Letters from a Stoic
These are excerpts from various letters by Seneca.
Quoting Pomponius, "Some men have shrunk so far into dark corners that objects in bright daylight seem quite blurred to them."
"...scorn the pleasure that comes from the majority's approval. The many speak highly of you, but have you really any grounds for satisfaction with yourself if you are the kind of person the many understand? Your merits should not be outward facing."
"Fear keeps pace with hope. Nor does their so moving together surprise me; both belong to a mind in suspense, to a mind in a state of anxiety through looking into the future... Thus it is that foresight, the greatest blessing humanity has been given, is transformed into a curse. Wild animals run from the dangers they actually see, and once they have escaped them worry no more. We however are tormented alike by what is past and what is to come. A number of our blessings do us harm, for memory brings back the agony of fear while foresight brings it on prematurely. No one confines his unhappiness to the present."
"Every day should be regulated as if it were the one that brings up the rear, the one that rounds out and completes our lives. ...If God adds the morrow we should accept it joyfully. The man who looks for the morrow without worrying over it knows a peaceful independence, and a happiness beyond all others. Whoever has said 'I have lived' receives a windfall every day he gets up in the morning."
"Give up pointless, empty journeys, and whenever you want to know whether the desire aroused in you by something you are pursuing is natural or quite unseeing, ask yourself whether it is capable of coming to rest at any point; if after going a long way there is always something remaining farther away, be sure it is not something natural."
"A woman is not beautiful when her ankle or arm wins compliments, but when her total appearance diverts admiration from the individual parts of her body."
"It is one thing, however, to remember, another to know. To remember is to safeguard something entrusted to your memory, whereas to know, by contrast, is actually to make each item your own, and not to be dependent on some original and be constantly looking to see what the master said."
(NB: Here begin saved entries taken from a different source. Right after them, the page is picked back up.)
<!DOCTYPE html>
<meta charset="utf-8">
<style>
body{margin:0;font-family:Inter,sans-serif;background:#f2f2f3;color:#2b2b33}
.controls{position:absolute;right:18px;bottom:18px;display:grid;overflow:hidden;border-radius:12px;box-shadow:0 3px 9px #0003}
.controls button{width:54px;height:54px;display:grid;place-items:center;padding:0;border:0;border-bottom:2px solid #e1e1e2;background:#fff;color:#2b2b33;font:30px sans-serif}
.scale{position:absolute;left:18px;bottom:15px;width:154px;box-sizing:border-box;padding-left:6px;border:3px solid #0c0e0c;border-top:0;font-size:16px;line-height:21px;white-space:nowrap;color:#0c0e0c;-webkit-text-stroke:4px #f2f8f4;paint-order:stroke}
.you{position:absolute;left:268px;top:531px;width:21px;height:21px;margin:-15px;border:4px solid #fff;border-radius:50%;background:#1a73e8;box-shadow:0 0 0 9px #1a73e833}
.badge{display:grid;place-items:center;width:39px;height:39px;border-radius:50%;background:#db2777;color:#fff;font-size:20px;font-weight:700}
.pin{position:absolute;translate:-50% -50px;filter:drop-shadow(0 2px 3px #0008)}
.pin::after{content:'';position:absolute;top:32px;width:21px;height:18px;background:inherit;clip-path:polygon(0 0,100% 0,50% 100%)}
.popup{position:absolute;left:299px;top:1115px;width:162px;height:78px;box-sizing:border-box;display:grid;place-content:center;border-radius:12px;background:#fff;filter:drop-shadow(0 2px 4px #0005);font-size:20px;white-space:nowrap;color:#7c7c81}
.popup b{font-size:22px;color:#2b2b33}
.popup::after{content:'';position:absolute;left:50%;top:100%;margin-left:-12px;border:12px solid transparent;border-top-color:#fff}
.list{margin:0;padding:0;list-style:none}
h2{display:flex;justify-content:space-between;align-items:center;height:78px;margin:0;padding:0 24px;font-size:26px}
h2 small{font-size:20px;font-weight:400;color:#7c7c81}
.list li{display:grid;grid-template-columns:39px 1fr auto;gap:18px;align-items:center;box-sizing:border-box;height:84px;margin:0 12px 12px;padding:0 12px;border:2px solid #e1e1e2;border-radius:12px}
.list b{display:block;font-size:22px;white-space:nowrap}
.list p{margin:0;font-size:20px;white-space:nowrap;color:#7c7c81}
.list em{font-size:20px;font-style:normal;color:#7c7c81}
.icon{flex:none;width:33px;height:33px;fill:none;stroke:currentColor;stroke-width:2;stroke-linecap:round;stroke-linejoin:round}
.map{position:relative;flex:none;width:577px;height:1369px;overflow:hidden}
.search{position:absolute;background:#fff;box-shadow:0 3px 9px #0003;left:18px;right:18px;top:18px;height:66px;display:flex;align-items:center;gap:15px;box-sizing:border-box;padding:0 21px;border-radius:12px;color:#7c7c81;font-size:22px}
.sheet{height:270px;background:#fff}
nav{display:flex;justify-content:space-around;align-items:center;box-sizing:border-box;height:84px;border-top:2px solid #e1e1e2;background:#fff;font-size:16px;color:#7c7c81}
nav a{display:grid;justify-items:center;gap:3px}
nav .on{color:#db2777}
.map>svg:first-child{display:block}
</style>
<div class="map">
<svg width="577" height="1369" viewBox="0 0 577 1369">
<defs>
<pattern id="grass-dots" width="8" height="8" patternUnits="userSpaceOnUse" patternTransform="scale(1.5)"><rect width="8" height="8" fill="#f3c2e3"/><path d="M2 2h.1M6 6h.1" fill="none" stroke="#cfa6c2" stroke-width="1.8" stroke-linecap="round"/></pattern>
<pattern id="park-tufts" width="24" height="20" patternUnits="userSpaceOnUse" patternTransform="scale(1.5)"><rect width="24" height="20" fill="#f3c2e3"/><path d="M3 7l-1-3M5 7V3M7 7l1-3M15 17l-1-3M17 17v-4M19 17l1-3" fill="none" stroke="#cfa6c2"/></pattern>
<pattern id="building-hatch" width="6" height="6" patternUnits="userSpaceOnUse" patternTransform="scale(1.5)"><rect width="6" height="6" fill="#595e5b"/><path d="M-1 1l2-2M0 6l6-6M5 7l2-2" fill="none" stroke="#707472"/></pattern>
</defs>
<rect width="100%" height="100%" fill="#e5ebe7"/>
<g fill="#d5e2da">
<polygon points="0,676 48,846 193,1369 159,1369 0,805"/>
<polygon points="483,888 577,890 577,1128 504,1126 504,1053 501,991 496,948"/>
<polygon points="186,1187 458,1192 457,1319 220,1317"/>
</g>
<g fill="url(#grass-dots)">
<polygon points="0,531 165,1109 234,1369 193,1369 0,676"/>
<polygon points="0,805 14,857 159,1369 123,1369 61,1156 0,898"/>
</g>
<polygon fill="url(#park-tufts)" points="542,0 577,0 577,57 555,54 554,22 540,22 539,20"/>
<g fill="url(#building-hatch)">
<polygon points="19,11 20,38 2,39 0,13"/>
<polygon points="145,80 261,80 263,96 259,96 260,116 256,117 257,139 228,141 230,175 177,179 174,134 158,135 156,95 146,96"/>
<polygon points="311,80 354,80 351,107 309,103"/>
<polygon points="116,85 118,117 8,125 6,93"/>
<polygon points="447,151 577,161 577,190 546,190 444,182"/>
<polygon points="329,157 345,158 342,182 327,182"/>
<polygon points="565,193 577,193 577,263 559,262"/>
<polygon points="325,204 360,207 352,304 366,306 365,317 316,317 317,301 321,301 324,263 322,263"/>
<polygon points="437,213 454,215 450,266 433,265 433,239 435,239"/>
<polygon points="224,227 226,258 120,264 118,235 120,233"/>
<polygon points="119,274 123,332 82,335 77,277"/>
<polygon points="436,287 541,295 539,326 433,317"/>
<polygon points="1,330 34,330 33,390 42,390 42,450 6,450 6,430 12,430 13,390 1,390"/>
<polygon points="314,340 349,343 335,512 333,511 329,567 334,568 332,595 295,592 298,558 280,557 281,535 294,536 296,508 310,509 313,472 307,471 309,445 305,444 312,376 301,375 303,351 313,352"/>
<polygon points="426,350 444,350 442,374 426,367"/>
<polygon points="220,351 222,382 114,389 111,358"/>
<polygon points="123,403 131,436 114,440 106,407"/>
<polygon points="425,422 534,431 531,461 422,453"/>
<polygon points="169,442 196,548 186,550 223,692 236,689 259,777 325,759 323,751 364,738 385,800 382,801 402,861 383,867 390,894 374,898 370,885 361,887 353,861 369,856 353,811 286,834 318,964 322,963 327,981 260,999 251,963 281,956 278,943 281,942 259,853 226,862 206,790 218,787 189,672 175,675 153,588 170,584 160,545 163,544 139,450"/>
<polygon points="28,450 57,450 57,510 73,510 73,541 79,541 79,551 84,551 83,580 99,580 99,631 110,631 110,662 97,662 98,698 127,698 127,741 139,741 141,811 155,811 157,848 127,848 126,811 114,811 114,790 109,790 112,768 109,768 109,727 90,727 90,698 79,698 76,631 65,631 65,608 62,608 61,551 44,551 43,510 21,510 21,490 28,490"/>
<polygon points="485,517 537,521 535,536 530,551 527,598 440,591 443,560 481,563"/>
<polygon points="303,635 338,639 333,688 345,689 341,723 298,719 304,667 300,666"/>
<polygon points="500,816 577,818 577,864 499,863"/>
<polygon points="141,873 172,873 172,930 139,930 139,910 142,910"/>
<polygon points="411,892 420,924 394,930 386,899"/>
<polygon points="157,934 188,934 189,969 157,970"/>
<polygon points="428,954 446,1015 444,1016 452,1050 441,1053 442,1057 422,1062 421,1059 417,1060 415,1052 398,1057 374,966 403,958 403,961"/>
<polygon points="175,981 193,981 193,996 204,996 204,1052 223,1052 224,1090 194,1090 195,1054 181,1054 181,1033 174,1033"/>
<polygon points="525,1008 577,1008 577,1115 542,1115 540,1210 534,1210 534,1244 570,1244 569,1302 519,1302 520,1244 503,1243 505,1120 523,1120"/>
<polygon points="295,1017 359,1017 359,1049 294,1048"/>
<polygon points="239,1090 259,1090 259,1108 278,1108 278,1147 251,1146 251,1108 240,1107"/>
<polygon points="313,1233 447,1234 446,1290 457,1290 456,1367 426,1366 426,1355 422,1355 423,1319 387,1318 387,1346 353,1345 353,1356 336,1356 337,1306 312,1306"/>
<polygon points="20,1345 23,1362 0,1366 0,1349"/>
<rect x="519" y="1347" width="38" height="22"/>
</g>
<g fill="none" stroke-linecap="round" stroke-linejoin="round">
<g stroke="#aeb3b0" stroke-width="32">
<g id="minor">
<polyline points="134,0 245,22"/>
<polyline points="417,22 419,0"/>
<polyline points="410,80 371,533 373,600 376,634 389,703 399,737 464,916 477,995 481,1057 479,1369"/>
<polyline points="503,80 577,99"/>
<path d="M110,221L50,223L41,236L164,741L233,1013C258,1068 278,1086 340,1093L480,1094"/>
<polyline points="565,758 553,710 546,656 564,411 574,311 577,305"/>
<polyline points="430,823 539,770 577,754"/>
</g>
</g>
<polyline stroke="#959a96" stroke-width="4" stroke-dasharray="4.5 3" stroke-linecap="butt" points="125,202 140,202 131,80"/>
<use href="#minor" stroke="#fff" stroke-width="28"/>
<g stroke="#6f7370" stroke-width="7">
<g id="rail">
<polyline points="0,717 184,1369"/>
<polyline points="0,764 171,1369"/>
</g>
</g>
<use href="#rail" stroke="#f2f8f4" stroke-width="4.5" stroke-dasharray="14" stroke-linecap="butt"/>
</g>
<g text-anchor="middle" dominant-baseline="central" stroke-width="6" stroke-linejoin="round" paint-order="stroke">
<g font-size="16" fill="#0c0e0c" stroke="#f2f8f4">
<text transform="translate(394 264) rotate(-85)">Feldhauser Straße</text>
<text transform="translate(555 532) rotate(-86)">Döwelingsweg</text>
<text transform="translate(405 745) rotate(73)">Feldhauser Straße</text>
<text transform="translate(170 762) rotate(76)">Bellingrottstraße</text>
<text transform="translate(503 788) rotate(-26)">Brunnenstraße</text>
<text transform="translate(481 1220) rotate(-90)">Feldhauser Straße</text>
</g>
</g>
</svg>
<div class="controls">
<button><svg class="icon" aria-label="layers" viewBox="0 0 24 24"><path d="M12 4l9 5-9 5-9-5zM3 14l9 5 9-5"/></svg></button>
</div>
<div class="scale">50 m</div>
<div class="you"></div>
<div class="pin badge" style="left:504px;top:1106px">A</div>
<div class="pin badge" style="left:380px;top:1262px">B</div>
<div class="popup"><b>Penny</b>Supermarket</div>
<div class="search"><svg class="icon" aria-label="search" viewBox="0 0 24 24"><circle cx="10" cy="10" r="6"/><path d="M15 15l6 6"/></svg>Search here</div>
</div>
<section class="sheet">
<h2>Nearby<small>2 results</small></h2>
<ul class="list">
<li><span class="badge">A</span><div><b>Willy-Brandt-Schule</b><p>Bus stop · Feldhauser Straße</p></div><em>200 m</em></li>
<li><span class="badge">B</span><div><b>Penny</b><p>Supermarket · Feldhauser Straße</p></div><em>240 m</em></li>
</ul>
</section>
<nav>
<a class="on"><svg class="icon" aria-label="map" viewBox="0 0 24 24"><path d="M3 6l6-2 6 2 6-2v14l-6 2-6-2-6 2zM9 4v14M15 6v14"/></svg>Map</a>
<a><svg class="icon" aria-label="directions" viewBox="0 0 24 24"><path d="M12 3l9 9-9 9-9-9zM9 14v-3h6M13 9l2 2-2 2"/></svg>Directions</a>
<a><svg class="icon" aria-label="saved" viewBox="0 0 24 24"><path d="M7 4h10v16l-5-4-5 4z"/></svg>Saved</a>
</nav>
Excerpt from Letter LIV: Seneca is discussing his recent illness (asthma): "'So death is having all these tries at me, is he? Let him then! I had a try at him a long while ago myself.' 'When was this?' you'll say. Before I was born. Death is just not being. What that is like I know already. It will be the same after me as it was before me. If there is any torment in the later state, there must also have been torment in the period before we saw the light of day; yet we never felt conscious of any distress then. I ask you, wouldn't you say that anyone who took the view that a lamp was worse off when it was put out than it was before it was lit was an utter idiot? We, too, are lit and put out. We suffer somewhat in the intervening period, but at either end of it there is a deep tranquillity. For unless I'm mistaken, we are wrong, my dear Lucilius, in holding that death follows after, when in fact it precedes as well as succeeds. Death is all that was before us. What does it matter, after all, whether you cease to be or never begin, when the result of either is that you do not exist? ... I shall not be afraid when the last hour comes--I'm already prepared, not planning as much as a day ahead. The man, though, whom you should admire and imitate is the one who finds it a joy to live and in spite of that is not reluctant to die. For where's the virtue in going out when you're really being thrown out? And yet there is this virtue about my case: I'm in the process of being thrown out, certainly, but the manner of it is as if I were going out. And the reason why it never happens to a wise man is that being thrown out signifies expulsion from a place one is reluctant to depart from, and there is nothing the wise man does reluctantly. He escapes necessity because he wills what necessity is going to force on him."
"We should cherish old age and enjoy it. It is full of pleasure if you know how to use it. Fruit tastes most delicious just when its season is ending. The charms of youth are at their greatest at the time of its passing. It is the final glass which pleases the inveterate drinker, the one that sets the crowning touch on his intoxication and sends him off into oblivion. Every pleasure defers till its last its greatest delights."
"Life itself is slavery if the courage to die be absent."
"As it is with a play, so it is with life--what matters is not how long the acting lasts, but how good it is. It is not important at what point you stop. Stop wherever you will--only make sure that you round it off with a good ending."